Is dual citizenship a threat to Vanuatu? No, but unregulated political financing isPosted: January 19, 2016
By Anna Naupa and Nick Howlett
Part 3 of a 3-part series on Vanuatu’s Electoral Integrity
This month marks the two-year anniversary of the constitutional amendment to permit dual citizenship in Vanuatu.
In the run-up to the 2016 General Election, some political campaigns have cast dual citizenship as a threat to Vanuatu, and have questioned whether this policy risks political domination by foreigners.
But is Vanuatu’s democracy really at risk of being dominated by foreigners acquiring dual citizenship? The short answer is no. However, when it comes to the financing of political candidates and parties in Vanuatu, foreign involvement in politics is completely unregulated.
Article 13 of Vanuatu’s Constitution was renamed “Recognition of Dual Citizenship” under the Citizenship (Amendment) Act No. 39 of 2013.
This amendment has a number of protections built into it to ensure that national sovereignty is upheld.

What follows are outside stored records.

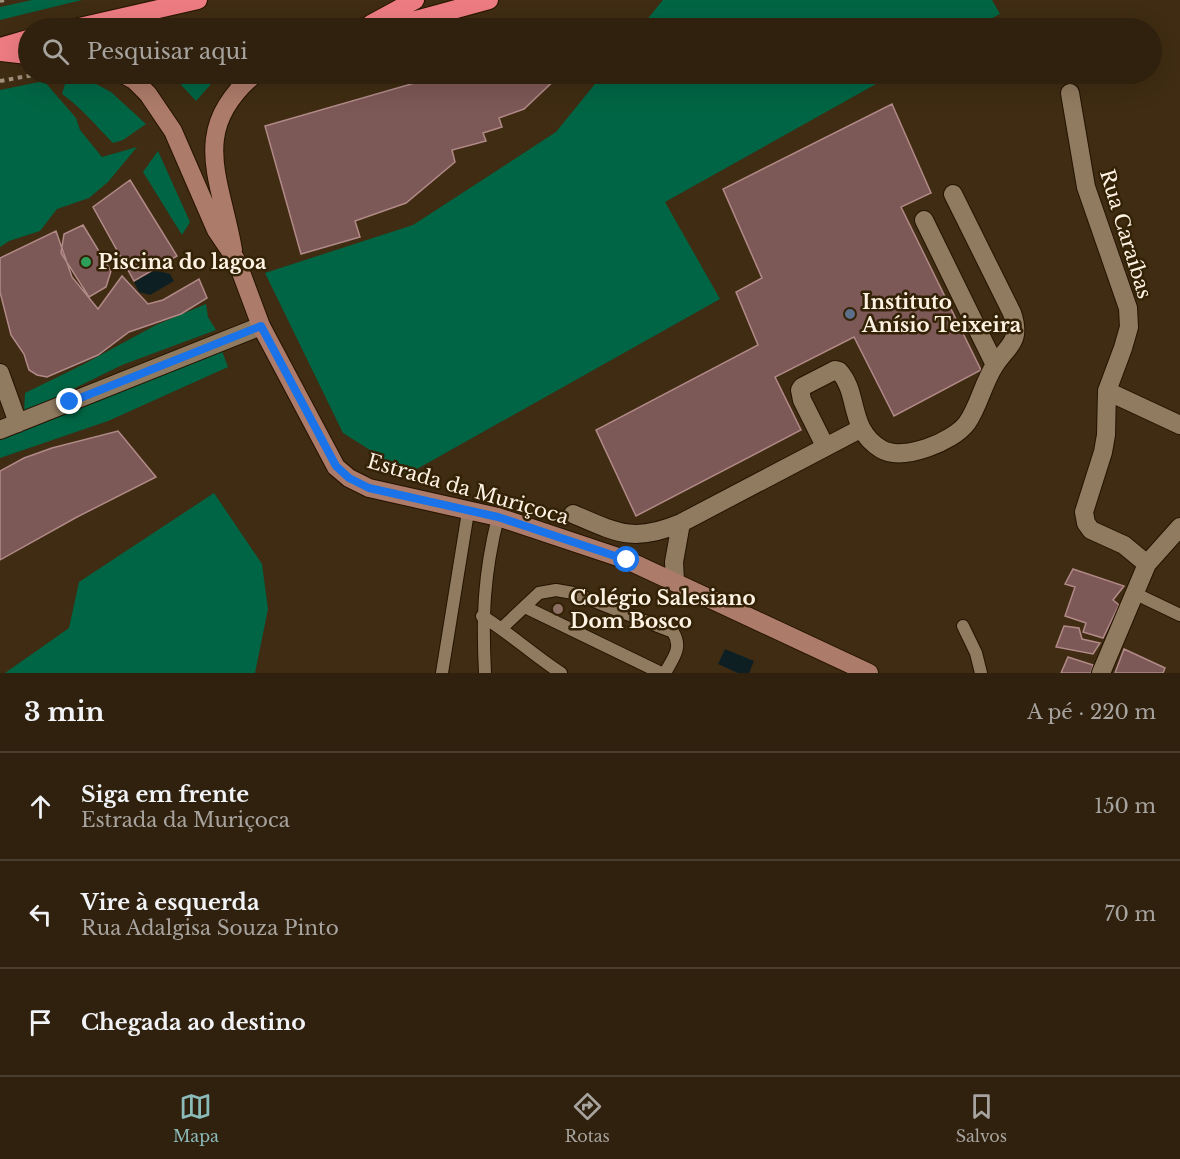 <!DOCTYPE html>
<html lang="pt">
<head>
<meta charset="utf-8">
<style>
	body { margin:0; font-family:"Libre Baskerville",serif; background:#372917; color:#f1f3f6 }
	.stop { position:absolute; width:18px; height:18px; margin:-14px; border:4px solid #1a73e8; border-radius:50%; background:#fff }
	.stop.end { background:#1a73e8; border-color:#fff; box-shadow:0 2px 6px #0008 }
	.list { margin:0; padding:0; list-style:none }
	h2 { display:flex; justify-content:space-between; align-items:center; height:78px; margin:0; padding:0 24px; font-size:26px }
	h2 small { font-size:20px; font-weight:400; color:#a7a39e }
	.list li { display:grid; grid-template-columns:39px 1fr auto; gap:18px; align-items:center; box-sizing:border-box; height:108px; padding:0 24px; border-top:2px solid #4a3e2e }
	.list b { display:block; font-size:22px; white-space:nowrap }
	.list p { margin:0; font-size:20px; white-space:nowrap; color:#a7a39e }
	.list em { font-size:20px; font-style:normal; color:#a7a39e }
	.icon { flex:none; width:33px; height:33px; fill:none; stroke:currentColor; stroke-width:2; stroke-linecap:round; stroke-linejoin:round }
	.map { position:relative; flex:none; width:1180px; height:673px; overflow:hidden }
	.search { position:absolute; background:#2f210e; box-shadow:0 6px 24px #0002; left:18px; right:18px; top:18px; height:66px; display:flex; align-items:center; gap:15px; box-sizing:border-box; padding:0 21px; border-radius:33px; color:#a7a39e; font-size:22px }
	.sheet { height:402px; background:#2f210e }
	nav { display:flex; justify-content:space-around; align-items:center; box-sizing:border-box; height:84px; border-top:2px solid #4a3e2e; background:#2f210e; font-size:16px; color:#a7a39e }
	nav a { display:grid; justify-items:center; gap:3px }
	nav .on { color:#8bbbb9 }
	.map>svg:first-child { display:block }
	.green { fill:#006544 }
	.water { fill:#0e1f23 }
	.building { fill:#7c5856; stroke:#b18a88; stroke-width:1.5 }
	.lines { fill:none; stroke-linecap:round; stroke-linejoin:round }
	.lane-casing { stroke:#251300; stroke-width:14 }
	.street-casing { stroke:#251300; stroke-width:20 }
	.secondary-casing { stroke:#251300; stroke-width:20 }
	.highway-casing { stroke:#251300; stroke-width:20 }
	.path { stroke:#a0907c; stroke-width:4; stroke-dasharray:4.5 4.5; stroke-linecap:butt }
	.lane { stroke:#917b60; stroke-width:12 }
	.street { stroke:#917b60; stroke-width:18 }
	.secondary { stroke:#ad7b6a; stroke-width:18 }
	.highway { stroke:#ed7c82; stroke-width:18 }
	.route { stroke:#1a73e8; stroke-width:8 }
	.leisure-dot { fill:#2e9e5b; stroke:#342207; stroke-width:2 }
	.service-dot { fill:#5c6f8a; stroke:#342207; stroke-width:2 }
	.education-dot { fill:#8d6e63; stroke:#342207; stroke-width:2 }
	.labels { text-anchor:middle; stroke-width:5; stroke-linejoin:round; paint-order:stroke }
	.street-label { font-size:20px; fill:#fef2e3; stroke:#342207 }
	.poi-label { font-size:20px; font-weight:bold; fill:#fef2e3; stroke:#342207; text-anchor:start }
</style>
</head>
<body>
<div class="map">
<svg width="1180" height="673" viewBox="0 0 1180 673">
	<rect width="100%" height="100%" fill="#3f2c12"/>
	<path class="green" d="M32,0H82L0,20V7Z
		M663,0H992L1000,14L974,28H640Z
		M171,74H220L196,101Z
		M603,74H894L665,202L720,299L408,474L343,433L265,273L413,225L556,132Z
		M85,78L111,92L146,124L123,140L113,143C96,126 82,108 62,94L65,84Z
		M44,81L76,118L80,130L102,157L137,147L108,182L89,198L57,209L40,231L9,241L0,247V90Z
		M158,151L190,222L182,235L143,172Z
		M206,304L208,317L216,330L122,365L24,413L25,393L84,364L156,325Z
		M222,351L228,367L108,421L0,458V435Z
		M214,493L262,564L268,609L255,673H5L69,628L79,582Z"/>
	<path class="water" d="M155,270L170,274L174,281L150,295L139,292L134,282Z
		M725,649L754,661L749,673H738L718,664Z"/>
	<path class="building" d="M446,74H561L524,109L499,118L502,127L483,133L486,141L452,150L455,162L406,203L355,221L360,237L301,254L265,126Z
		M892,104L931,193L901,207L981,370L894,416L854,337L775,377L801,430L636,516L596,430L758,345L736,292L762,278L723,189Z
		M130,180L177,256L134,281L93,207Z
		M83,225L111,271L106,287L89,297L61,253L64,234Z
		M56,231L72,277L98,309L122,276L148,304L163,300L199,279L207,298L181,314L129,332L98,355L47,377L37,375L29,370L24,354L11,335L0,292V258Z
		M118,431L156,477L77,517L0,560V471L24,458L52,448Z
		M1073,569L1124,586L1113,600L1119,605L1103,638L1083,632L1086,623L1065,616L1075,587L1065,584Z
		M1064,626L1079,628L1082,639L1100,643L1093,654L1056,647Z
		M1124,649L1165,668L1163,673H1115Z
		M1068,657L1093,665L1091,673H1061Z"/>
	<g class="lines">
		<g class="lane-casing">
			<path id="lane" d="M1134,593L1180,615
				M525,607L661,673
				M482,616C510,633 534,656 561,673
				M963,626L976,653L981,673
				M502,628L539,593L556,590L573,593L673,632C683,648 673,658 665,673
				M442,673L468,512
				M485,673C482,616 484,573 498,517"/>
		</g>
		<g class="street-casing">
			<path id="street" d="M1070,93L1086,187L1128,308L1129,327L1123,348L1107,391L1106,435L1103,452L1084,512L1086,523L1091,530L1124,545L1147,564
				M924,220L995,365
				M0,373L18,423
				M1107,391L1180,425
				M0,430L261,326
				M825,446L802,400L800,390L802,387L835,370L839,371C860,394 847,428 881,449C902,462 953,442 967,423C979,406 983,383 995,365C1008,345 1022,342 1012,313L953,194
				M573,514C617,533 634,543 681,523L860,429
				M675,581L674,562L681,523
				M1101,673L1147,564L1180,527"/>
		</g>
		<g class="secondary-casing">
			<path id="secondary" d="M123,74L134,80L148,94L173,131L216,230L235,258L242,275L261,326L336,467L349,478L369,488L498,517L627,560L869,673
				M233,250C221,179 188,130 255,74"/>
		</g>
		<g class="highway-casing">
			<path id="highway" d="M371,24L415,0
				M75,28L198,0
				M360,28L416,20L489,0
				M0,47L28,39
				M0,52L28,55"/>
		</g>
		<path class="path" d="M0,1L4,0
			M0,81L39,74"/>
		<use href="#lane" class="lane"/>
		<use href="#street" class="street"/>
		<use href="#secondary" class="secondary"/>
		<use href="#highway" class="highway"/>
	</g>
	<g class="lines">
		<path class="route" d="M70,402L261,326L336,466L349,478L369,488L498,517L627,560"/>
	</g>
	<circle class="leisure-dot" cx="86" cy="262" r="6"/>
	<circle class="service-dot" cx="850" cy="314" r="6"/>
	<circle class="education-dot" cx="558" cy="609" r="6"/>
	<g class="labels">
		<g class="street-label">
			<text transform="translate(1126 234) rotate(73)" y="7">Rua Caraíbas</text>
			<text transform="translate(468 489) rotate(16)" y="7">Estrada da Muriçoca</text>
		</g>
		<g class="poi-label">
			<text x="98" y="269">Piscina do lagoa</text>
			<text x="862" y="309">Instituto<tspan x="862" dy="23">Anísio Teixeira</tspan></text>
			<text x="570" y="605">Colégio Salesiano<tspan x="570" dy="23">Dom Bosco</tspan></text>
		</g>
	</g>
</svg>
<div class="stop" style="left:627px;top:560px"></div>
<div class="stop end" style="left:70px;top:402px"></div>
<div class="search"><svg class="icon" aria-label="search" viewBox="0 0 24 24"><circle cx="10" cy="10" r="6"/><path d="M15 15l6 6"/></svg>Pesquisar aqui</div>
</div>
<section class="sheet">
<h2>3 min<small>A pé · 220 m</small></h2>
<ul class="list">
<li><svg class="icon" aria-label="ahead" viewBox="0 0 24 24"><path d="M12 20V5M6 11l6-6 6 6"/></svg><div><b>Siga em frente</b><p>Estrada da Muriçoca</p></div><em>150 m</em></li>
<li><svg class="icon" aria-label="left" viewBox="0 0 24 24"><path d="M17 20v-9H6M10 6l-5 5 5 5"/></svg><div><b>Vire à esquerda</b><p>Rua Adalgisa Souza Pinto</p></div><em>70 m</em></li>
<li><svg class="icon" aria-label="arrive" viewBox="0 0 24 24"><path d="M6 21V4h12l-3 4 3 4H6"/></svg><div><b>Chegada ao destino</b></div></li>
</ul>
</section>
<nav>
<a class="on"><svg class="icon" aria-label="map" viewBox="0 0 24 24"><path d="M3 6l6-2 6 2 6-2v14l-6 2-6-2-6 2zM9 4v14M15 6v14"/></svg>Mapa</a>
<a><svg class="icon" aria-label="directions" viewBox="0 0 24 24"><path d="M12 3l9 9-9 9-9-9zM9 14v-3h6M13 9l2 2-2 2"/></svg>Rotas</a>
<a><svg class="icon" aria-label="saved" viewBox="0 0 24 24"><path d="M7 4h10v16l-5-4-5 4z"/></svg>Salvos</a>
</nav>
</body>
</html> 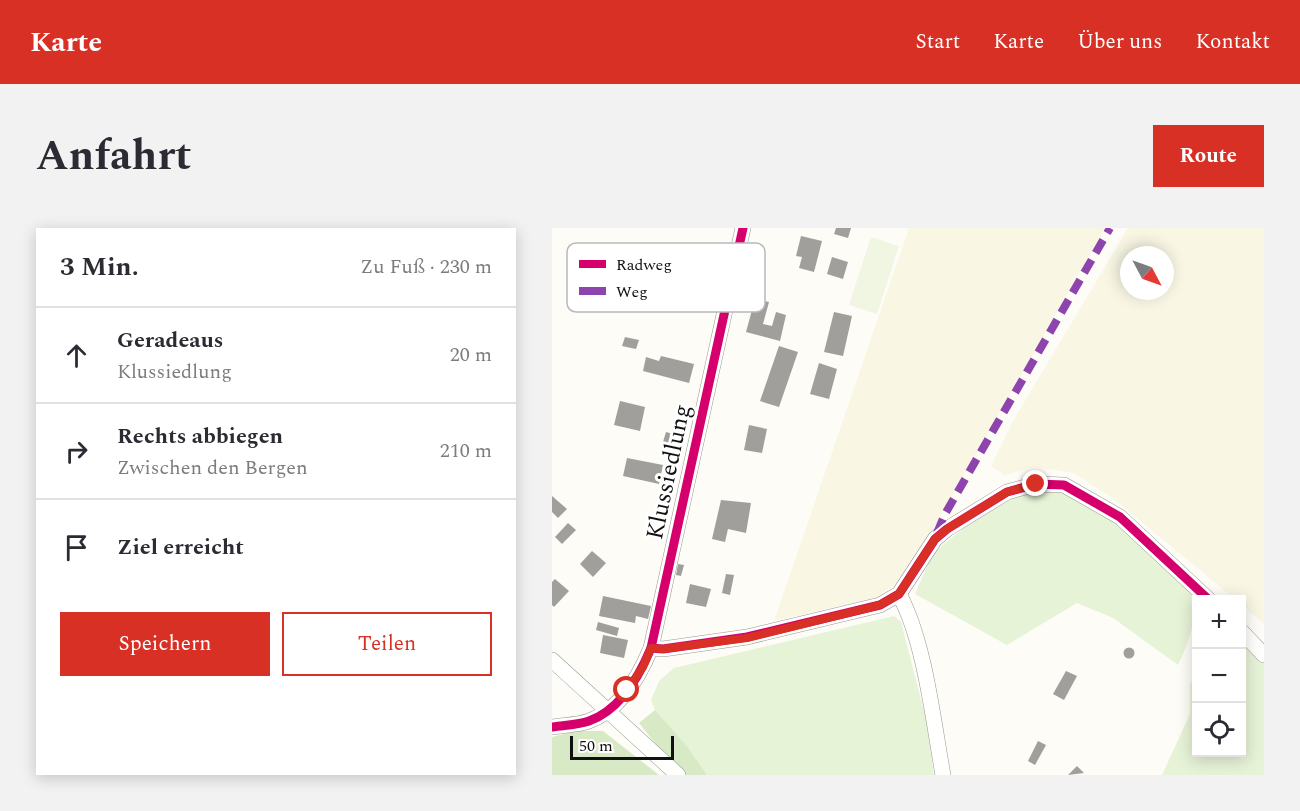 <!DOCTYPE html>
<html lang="de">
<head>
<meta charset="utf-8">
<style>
  body { margin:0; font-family:Spectral,serif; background:#f2f2f3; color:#2b2b33 }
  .controls { position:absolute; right:18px; bottom:18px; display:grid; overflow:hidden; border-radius:0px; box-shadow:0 3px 15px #0003 }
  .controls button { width:54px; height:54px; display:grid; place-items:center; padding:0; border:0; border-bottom:2px solid #e1e1e2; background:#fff; color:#2b2b33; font:30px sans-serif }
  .compass { position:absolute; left:568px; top:18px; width:54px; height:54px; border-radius:50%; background:#fff; box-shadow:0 3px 15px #0003; rotate:131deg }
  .scale { position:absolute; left:18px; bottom:15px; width:104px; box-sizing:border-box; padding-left:6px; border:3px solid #111; border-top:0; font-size:16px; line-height:21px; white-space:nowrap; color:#111; -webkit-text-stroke:4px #fff; paint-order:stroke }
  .stop { position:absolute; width:18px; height:18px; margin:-14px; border:4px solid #d93025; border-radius:50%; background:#fff }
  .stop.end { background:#d93025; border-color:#fff; box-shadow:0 2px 6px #0008 }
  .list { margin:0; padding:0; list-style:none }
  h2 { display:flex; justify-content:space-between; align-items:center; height:78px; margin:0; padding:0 24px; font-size:26px }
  h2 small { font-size:20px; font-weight:400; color:#7c7c81 }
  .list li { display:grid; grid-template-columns:39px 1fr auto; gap:18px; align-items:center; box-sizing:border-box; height:96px; padding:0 24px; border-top:2px solid #e1e1e2 }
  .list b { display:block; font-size:22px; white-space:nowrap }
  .list p { margin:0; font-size:20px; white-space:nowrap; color:#7c7c81 }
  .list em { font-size:20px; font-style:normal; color:#7c7c81 }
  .actions { display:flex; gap:12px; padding:18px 24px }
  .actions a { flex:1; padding:14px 0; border:2px solid #d93025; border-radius:0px; text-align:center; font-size:21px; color:#d93025 }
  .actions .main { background:#d93025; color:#fff }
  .icon { flex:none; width:33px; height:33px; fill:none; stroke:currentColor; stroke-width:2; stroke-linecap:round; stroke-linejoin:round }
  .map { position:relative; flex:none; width:712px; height:547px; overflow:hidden; border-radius:0px }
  header { display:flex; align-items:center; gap:36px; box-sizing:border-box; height:84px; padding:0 30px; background:#d93025; color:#fff }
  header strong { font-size:28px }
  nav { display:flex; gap:33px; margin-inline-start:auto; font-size:21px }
  .intro { display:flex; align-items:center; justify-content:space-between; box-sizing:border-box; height:144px; padding:0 36px }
  h1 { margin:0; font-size:42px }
  .button { padding:15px 27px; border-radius:0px; background:#d93025; color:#fff; font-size:21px; font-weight:700 }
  main { display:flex; gap:36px; padding:0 36px }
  aside { flex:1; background:#fff; border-radius:0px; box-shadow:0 3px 15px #0003 }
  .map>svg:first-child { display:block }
  .farmland { fill:#f9f7e4; fill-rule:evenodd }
  .green { fill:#e7f3d7 }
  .forest { fill:#d8eac5 }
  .pitch { fill:#f0f6e1 }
  .building { fill:#a19f9c }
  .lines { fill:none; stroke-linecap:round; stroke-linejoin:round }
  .minor-casing { stroke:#979795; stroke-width:16 }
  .minor { stroke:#fffffe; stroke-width:15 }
  .quiet { stroke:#8e44ad; stroke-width:8; stroke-dasharray:15 8; stroke-linecap:butt }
  .cycleway-casing { stroke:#fff; stroke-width:13 }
  .cycleway { stroke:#d6006c; stroke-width:9 }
  .route { stroke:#d93025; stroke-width:8 }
  .labels { text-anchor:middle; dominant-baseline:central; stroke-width:6; stroke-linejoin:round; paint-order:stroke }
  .street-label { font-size:24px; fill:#111; stroke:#fff }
  .key { fill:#fff; stroke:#b8b8b8; stroke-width:1.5 }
  .key-label { font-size:16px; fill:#111 }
</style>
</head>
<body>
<header>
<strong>Karte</strong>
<nav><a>Start</a><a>Karte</a><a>Über uns</a><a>Kontakt</a></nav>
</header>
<div class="intro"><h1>Anfahrt</h1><a class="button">Route</a></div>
<main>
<aside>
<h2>3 Min.<small>Zu Fuß · 230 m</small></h2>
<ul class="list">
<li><svg class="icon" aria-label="ahead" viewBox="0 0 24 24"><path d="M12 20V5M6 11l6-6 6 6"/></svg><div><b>Geradeaus</b><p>Klussiedlung</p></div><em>20 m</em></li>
<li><svg class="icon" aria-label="right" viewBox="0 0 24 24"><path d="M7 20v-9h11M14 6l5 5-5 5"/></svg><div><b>Rechts abbiegen</b><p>Zwischen den Bergen</p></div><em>210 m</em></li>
<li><svg class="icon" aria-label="arrive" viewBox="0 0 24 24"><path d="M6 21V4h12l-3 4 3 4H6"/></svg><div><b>Ziel erreicht</b></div></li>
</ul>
<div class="actions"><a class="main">Speichern</a><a>Teilen</a></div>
</aside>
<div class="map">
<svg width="712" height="547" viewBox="0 0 712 547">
  <rect width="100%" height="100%" fill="#fdfcf7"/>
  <g class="farmland">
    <polygon points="357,0 553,0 356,346 327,369 222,393"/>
    <path d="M576 0H712V396L690 377V371H683L558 268 521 245 482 239 453 247 439 238 461 193ZM577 27H613V63H577Z"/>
  </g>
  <g class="green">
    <path d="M473 264C484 264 496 262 506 264 555 273 609 340 645 371 642 395 637 415 626 437L561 390 525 375 455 417 363 366 381 325 430 285Z"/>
    <polygon points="342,388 349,394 374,491 382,547 155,547 135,518 103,482 99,472 107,453 122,440"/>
    <polygon points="690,411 712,432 712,547 610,547 638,486 638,457 644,444 644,524 690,524"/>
  </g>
  <g class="forest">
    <polygon points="103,482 135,518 155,547 122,547 125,543 87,495"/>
    <polygon points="24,503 51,503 107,547 0,547 0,509"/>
  </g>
  <polygon class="pitch" points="319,9 347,18 325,86 297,77"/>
  <g class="building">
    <polygon points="284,0 299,0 296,10 282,6"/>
    <polygon points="249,8 270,13 262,44 247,40 250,29 244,28"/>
    <polygon points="280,29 296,34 291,51 275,46"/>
    <polygon points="203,71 217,74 211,96 220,98 224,84 234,87 228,113 194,104"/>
    <polygon points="282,84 300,88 291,128 272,124"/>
    <polygon points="73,109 87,112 84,121 70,118"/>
    <polygon points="227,118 246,124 227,179 208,173"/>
    <polygon points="109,128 142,136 137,155 91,143 94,129 107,133"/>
    <polygon points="267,135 285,141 277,171 258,166"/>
    <polygon points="68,173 93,179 88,203 62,197"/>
    <polygon points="197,197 215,201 210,225 192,222"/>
    <polygon points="114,204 128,208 125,218 111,214"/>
    <polygon points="75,230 111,237 107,256 71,248"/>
    <polygon points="0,268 15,281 6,290 0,284"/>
    <polygon points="169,272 199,275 194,305 176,301 173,314 160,311"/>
    <polygon points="16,295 24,302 10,316 3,309"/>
    <polygon points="40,323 54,335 41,349 28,336"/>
    <polygon points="126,336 132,337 129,348 124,347"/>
    <polygon points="174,346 182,347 178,367 170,365"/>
    <polygon points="3,351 17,363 2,379 0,377 0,354"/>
    <polygon points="138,356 159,361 154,379 134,375"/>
    <polygon points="51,368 99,378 96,391 84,388 83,395 47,388"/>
    <polygon points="46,394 67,400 65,408 44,402"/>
    <polygon points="51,407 76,412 72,430 48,425"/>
    <circle cx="577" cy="425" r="5.5"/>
    <polygon points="514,443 525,448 512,472 501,466"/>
    <polygon points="486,513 494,517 483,537 476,533"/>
    <polygon points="525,538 532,545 516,547"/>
  </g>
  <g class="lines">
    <g class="minor-casing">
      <g id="minor">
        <path d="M347 366C373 414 381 492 391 547"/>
        <polyline points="690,404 712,427"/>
        <polyline points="99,420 111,421 195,409 328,377 347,366 383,311 395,301 455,264 484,256 512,257 568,289 656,371"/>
        <polyline points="0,432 126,547"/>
        <path d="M0 499C12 497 26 497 37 493 68 482 87 449 99 420L191 0"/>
      </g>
    </g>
    <use href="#minor" class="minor"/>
    <polyline class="quiet" points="385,305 393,286 558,0"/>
    <g class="cycleway-casing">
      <g id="cycleway">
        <polyline points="99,420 111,421 195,409 328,377 347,366 383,311 395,301 455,264 484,256 512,257 568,289 656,371"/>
        <path d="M0 499C12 497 26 497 37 493 68 482 87 449 99 420L191 0"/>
      </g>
    </g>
    <use href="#cycleway" class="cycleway"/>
  </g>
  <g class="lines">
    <polyline class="route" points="75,462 91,439 99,420 111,421 195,410 328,377 347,366 383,311 395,301 455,264 484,256"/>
  </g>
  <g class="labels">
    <g class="street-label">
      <text transform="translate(117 244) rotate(-78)">Klussiedlung</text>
    </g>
  </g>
  <rect x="15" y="15" width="198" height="69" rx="9" class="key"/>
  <rect x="27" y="32" width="27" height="8" fill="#d6006c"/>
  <rect x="27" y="59" width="27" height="8" fill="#8e44ad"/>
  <g class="key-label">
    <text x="64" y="42">Radweg</text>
    <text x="64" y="69">Weg</text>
  </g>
</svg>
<div class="controls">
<button>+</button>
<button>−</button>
<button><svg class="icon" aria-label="locate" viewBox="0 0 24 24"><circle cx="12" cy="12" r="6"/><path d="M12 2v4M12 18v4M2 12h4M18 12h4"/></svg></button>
</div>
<svg class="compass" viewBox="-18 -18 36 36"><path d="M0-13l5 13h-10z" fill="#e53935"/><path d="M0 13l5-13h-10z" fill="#7c7c81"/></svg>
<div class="scale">50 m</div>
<div class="stop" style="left:75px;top:462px"></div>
<div class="stop end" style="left:484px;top:256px"></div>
</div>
</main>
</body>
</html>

Under the amendment, dual citizenship is allowed, but dual citizens are barred from involvement in Vanuatu politics, and cannot participate in political parties, stand as candidates, vote or provide political finance. Indigenous or naturalized citizens are exempted from this restriction. This prohibition against political participation therefore only applies to those who have obtained Vanuatu citizenship through other, often foreign investment, means.
At the time of the amendment of Article 13 in January 2014, the Government of Vanuatu had just rolled out the Capital Investment and Immigration Program (CIIP) to capture extra revenue by selling Vanuatu citizenship to mainland China-based clients, who required a foreign citizenship and passport to allow them (and their money) to enter Hong Kong as ‘foreign’ investors under the Hong Kong Government’s Capital Investment Entrant Scheme (CIES). The Vanuatu Constitution amendment was expressly drafted to make sure that these ‘citizens’ would have no right to political participation.
In any case, in January 2015, the Hong Kong Government suspended the CIES, effectively leaving Vanuatu’s CIIP dead in the water. This program has since been described by current caretaker Prime Minister Sato Kilman as a “miserable failure”.
With the collapse of the CIIP, it is clear that a flood of newly-minted Vanuatu citizens is unlikely to eventuate any time soon. Dual citizens are certainly not the threat that some rabble-rousing candidates make them out to be.
Instead, the greatest outside threat to Vanuatu’s sovereignty comes from the lack of transparency about the sources of political finance in Vanuatu.
Ironically, this is enabled from within, by indigenous ni-Vanuatu politicans, parties and their supporters, who by contrast have had very little to say on this matter in the run up to the 2016 General Election.
Who finances Vanuatu’s politicians and political parties is almost entirely unregulated in Vanuatu, yet is often alleged in media reports to be tied to foreign sources and/or the local private sector.
Others have recognized the threat that this poses to democracy in Vanuatu: Global Integrity Report’s 2013 Scorecard on Vanuatu’s electoral integrity rates Vanuatu incredibly poorly on political financing transparency. The only legal stipulation that exists is is the restriction on ‘investor citizens’ from funding political activities discussed here earlier.
So, perhaps the better question to ask regarding control of Vanuatu’s sovereignty is “where is the political money coming from?”
The answers to this might prove very revealing. How can this question even be asked, however, if political parties and candidates are not required by law to disclose their financial sources?
This election, and the imprisonment of 14 MPs on criminal charges of bribery that triggered it, is an unprecedented opportunity to improve Vanuatu’s political system.
Making political finance completely transparent should be the next step.
Anna Naupa conducted research into Vanuatu’s electoral integrity while studying at the Harvard Kennedy School of Government, Cambridge, Massachusetts, in 2013-14. Her research paper can be read here.
Nick Howlett is a Vanuatu communications professional currently completing an MA at Griffith University, Australia.
Opinions expressed in this post are solely those of the authors and do not express the views or opinions of any organization or imply endorsement of any political party or position.